Gavin Edwards of The New York Times wrote, "Vinyl is gaining confidence in its storytelling as the series progresses. While the show still has plenty of over-the-top moments where it tries to funnel emotions through a Marshall stack, it now lets many of its scenes, like the silent staring contest between Richie and Billy, play on a human scale." Dan Martin of The Guardian wrote, "This penultimate hour proved another case in point. Events come home to roost, and the show is pulled in as many different directions as Richie Finestra. The murder rap turns out to be a red herring. The police are using what they know about Buck's death to make Richie rat on Galasso – which is a death sentence anyway. So without much resolution, Richie's back to work, and a sequence of unrelated events bring about some kind of event horizon."

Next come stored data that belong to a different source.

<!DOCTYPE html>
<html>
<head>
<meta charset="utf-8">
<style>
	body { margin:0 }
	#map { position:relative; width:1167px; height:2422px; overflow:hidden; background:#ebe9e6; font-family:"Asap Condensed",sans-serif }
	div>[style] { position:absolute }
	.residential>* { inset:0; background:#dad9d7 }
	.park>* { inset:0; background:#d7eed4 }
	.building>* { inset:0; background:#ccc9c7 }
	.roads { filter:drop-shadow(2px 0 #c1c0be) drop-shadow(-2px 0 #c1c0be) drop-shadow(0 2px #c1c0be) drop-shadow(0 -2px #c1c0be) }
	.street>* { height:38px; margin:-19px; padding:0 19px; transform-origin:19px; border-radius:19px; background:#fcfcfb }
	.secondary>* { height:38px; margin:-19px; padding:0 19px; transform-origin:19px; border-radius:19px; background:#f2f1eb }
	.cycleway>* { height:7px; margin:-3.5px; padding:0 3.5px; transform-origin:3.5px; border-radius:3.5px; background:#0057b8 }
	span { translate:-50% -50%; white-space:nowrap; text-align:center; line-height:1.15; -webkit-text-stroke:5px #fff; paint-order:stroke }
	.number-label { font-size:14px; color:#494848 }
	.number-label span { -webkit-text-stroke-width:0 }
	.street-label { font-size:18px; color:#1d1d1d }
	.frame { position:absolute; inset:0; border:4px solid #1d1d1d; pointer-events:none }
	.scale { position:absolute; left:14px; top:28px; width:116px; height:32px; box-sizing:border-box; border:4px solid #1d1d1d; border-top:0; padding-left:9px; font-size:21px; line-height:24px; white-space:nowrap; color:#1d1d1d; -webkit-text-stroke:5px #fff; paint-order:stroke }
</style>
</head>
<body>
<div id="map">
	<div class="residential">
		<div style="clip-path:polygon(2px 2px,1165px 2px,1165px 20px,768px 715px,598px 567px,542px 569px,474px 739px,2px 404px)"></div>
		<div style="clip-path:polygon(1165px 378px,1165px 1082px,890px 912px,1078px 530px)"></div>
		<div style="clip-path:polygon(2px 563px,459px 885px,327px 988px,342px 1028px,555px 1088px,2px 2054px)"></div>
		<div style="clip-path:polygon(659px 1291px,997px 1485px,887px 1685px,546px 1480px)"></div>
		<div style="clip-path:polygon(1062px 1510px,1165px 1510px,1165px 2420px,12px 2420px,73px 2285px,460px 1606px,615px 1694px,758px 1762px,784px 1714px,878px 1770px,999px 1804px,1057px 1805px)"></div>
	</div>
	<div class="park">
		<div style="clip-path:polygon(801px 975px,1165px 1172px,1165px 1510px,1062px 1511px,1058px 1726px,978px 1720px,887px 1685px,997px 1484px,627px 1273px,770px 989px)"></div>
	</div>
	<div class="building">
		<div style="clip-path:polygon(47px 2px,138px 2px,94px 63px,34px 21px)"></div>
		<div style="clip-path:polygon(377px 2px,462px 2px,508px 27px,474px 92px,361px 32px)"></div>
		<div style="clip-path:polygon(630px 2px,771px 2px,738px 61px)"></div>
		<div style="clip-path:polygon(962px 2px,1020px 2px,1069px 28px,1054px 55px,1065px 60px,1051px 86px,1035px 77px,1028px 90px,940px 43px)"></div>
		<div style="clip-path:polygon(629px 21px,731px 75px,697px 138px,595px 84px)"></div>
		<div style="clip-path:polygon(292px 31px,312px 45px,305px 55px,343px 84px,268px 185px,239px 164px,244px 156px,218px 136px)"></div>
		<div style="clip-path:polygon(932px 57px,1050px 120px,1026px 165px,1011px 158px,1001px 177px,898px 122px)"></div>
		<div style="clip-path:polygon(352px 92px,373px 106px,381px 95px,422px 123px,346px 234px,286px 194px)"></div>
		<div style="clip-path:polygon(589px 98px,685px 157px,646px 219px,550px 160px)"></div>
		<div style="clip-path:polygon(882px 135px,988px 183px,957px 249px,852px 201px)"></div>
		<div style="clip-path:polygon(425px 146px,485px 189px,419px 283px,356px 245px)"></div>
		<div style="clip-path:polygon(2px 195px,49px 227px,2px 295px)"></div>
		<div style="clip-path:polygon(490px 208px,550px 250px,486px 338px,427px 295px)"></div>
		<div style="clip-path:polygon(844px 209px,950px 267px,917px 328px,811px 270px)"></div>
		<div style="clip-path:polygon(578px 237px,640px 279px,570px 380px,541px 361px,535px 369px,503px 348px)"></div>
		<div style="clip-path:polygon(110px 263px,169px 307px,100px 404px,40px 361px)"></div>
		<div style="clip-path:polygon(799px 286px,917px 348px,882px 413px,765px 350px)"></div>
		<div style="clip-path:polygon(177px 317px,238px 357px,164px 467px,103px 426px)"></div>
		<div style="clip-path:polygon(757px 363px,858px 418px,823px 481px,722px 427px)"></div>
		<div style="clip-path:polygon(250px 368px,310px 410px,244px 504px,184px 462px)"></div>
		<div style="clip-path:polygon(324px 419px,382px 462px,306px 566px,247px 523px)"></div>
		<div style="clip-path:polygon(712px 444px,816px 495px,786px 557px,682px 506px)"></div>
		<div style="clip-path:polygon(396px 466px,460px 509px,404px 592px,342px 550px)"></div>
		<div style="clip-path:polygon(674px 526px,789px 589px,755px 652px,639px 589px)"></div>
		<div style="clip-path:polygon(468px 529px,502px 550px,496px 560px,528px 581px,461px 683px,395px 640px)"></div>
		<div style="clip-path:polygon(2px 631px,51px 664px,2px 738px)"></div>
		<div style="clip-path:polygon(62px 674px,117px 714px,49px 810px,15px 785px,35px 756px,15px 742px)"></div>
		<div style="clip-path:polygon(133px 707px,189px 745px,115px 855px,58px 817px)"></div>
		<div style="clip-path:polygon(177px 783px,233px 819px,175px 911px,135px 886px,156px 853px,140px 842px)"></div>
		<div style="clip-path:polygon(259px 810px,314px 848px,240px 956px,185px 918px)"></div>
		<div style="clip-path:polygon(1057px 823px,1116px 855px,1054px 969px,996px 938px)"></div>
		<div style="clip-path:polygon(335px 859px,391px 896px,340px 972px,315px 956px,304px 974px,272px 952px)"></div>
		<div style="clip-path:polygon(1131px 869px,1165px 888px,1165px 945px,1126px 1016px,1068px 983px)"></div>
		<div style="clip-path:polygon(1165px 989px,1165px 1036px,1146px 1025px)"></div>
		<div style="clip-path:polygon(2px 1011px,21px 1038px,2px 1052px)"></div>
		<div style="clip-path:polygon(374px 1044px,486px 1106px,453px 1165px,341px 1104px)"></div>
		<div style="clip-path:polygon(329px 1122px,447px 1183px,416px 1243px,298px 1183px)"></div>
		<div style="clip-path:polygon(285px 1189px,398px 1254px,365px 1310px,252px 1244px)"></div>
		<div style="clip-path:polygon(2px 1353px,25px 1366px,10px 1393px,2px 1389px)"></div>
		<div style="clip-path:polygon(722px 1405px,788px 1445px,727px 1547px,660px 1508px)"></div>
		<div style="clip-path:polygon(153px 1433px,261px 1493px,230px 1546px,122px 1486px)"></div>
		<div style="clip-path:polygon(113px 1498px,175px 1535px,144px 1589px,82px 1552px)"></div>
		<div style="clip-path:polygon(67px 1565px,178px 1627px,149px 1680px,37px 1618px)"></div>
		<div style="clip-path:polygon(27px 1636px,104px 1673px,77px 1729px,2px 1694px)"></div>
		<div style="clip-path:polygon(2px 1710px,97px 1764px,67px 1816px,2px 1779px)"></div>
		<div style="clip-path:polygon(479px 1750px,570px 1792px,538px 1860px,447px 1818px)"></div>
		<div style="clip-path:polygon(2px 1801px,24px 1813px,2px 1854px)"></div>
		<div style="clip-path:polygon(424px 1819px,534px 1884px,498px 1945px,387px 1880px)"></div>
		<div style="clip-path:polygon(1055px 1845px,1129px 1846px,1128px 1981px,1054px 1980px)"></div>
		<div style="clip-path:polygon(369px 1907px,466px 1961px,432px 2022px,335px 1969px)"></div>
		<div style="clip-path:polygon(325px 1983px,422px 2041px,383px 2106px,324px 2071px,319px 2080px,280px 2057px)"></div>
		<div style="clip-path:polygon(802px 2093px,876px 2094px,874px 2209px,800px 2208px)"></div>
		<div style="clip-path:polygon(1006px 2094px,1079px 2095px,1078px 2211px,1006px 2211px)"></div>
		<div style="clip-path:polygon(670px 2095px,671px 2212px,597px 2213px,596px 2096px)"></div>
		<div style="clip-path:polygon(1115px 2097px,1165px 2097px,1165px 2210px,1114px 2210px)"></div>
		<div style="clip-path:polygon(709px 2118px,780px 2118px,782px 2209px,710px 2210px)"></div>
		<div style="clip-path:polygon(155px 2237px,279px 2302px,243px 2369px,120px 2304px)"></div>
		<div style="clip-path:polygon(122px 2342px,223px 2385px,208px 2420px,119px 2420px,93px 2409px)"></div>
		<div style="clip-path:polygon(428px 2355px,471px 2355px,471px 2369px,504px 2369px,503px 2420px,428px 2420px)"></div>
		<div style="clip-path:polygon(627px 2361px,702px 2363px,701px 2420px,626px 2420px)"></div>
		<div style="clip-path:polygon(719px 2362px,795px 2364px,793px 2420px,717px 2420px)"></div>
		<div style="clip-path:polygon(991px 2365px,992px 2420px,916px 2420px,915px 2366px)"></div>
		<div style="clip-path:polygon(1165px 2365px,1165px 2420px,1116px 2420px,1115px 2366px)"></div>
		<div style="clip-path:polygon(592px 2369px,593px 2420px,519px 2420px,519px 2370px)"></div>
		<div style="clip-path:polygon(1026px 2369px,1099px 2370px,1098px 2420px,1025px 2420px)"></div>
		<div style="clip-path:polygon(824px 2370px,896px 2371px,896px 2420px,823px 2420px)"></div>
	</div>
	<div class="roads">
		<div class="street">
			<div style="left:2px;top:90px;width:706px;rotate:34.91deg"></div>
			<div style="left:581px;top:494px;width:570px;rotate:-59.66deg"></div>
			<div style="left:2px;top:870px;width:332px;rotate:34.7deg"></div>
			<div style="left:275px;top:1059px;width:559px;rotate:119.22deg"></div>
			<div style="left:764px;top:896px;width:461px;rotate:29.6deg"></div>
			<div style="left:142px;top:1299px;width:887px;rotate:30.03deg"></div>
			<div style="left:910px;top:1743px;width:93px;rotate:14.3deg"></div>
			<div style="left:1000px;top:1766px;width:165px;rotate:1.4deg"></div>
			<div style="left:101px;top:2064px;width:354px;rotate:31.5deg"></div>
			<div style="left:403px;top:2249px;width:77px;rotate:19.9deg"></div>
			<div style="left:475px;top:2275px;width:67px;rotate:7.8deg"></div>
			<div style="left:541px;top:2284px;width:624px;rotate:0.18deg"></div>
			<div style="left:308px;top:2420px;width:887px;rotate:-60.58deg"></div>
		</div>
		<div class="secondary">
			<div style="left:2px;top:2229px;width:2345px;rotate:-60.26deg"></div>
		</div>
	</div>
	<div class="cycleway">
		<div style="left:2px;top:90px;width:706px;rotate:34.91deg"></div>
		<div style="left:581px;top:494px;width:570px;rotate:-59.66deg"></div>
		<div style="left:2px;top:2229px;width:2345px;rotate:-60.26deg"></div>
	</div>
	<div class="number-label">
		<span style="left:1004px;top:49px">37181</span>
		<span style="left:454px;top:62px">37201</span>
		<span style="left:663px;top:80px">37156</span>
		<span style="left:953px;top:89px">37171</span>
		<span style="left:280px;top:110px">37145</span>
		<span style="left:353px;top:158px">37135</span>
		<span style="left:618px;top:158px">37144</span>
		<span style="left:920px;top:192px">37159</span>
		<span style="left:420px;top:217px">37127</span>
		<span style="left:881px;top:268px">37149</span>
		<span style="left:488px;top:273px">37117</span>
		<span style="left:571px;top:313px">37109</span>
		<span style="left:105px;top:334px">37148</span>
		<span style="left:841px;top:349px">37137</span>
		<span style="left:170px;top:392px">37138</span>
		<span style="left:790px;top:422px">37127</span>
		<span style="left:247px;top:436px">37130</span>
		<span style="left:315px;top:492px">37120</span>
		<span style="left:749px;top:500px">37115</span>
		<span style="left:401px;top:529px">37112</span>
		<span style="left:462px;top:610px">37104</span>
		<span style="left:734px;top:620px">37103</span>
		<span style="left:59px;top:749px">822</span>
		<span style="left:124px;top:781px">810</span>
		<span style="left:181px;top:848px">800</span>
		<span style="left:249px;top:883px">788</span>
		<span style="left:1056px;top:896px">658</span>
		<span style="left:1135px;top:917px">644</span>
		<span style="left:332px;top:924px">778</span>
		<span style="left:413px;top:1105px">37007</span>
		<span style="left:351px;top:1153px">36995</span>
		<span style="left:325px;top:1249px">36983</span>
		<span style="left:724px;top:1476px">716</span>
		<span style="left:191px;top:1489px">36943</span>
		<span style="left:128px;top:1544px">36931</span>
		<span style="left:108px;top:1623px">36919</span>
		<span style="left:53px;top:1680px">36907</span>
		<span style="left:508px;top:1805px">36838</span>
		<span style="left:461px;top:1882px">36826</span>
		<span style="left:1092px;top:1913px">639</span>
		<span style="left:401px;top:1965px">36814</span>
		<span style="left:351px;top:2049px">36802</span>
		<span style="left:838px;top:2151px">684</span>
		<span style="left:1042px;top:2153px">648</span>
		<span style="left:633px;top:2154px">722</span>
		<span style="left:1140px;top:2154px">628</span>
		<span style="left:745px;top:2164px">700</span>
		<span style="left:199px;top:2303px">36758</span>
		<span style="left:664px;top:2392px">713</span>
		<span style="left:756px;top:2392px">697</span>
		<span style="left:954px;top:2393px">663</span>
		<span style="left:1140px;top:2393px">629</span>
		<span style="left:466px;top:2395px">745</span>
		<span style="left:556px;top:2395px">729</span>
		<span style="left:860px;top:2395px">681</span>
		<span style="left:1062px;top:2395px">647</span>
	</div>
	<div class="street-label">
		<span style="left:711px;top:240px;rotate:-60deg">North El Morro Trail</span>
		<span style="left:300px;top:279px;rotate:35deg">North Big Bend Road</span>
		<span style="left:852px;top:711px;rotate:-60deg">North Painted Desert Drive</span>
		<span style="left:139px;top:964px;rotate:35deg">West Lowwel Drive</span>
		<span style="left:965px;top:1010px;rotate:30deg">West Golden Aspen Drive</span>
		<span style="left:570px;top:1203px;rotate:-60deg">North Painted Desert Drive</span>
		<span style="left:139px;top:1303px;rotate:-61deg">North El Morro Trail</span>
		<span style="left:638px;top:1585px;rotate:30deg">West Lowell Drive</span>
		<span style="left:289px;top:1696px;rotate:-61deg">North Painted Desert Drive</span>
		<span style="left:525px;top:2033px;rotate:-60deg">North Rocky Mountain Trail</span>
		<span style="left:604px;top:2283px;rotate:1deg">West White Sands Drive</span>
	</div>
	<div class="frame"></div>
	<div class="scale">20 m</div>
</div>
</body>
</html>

Tony Sokol of Den of Geek gave the episode a 4 star rating out of 5 and wrote, "At heart Richie is a record guy, and record guys make deals. The deals they make usually work out for them much better than they do for the artist, so I'm sure the Alibi records president figures he can recoup his losses in the fine print. If not, he just might be dumped into the East River along with all the other cut-out records." Robert Ham of Paste wrote, "I'd like to imagine that the roach we see crawling around the jail cell at the beginning of this week's episode of Vinyl is something like the rat that pops up at the very end of The Departed: a not-so-subtle reminder that we're in the company of some pretty despicable people. Alas, I think this show reveres these knotheads just a little too much. Particularly the ones that are making the songs that made you cry and the songs that saved your life. Even if that song is some silly disco pastiche that clears a dancefloor."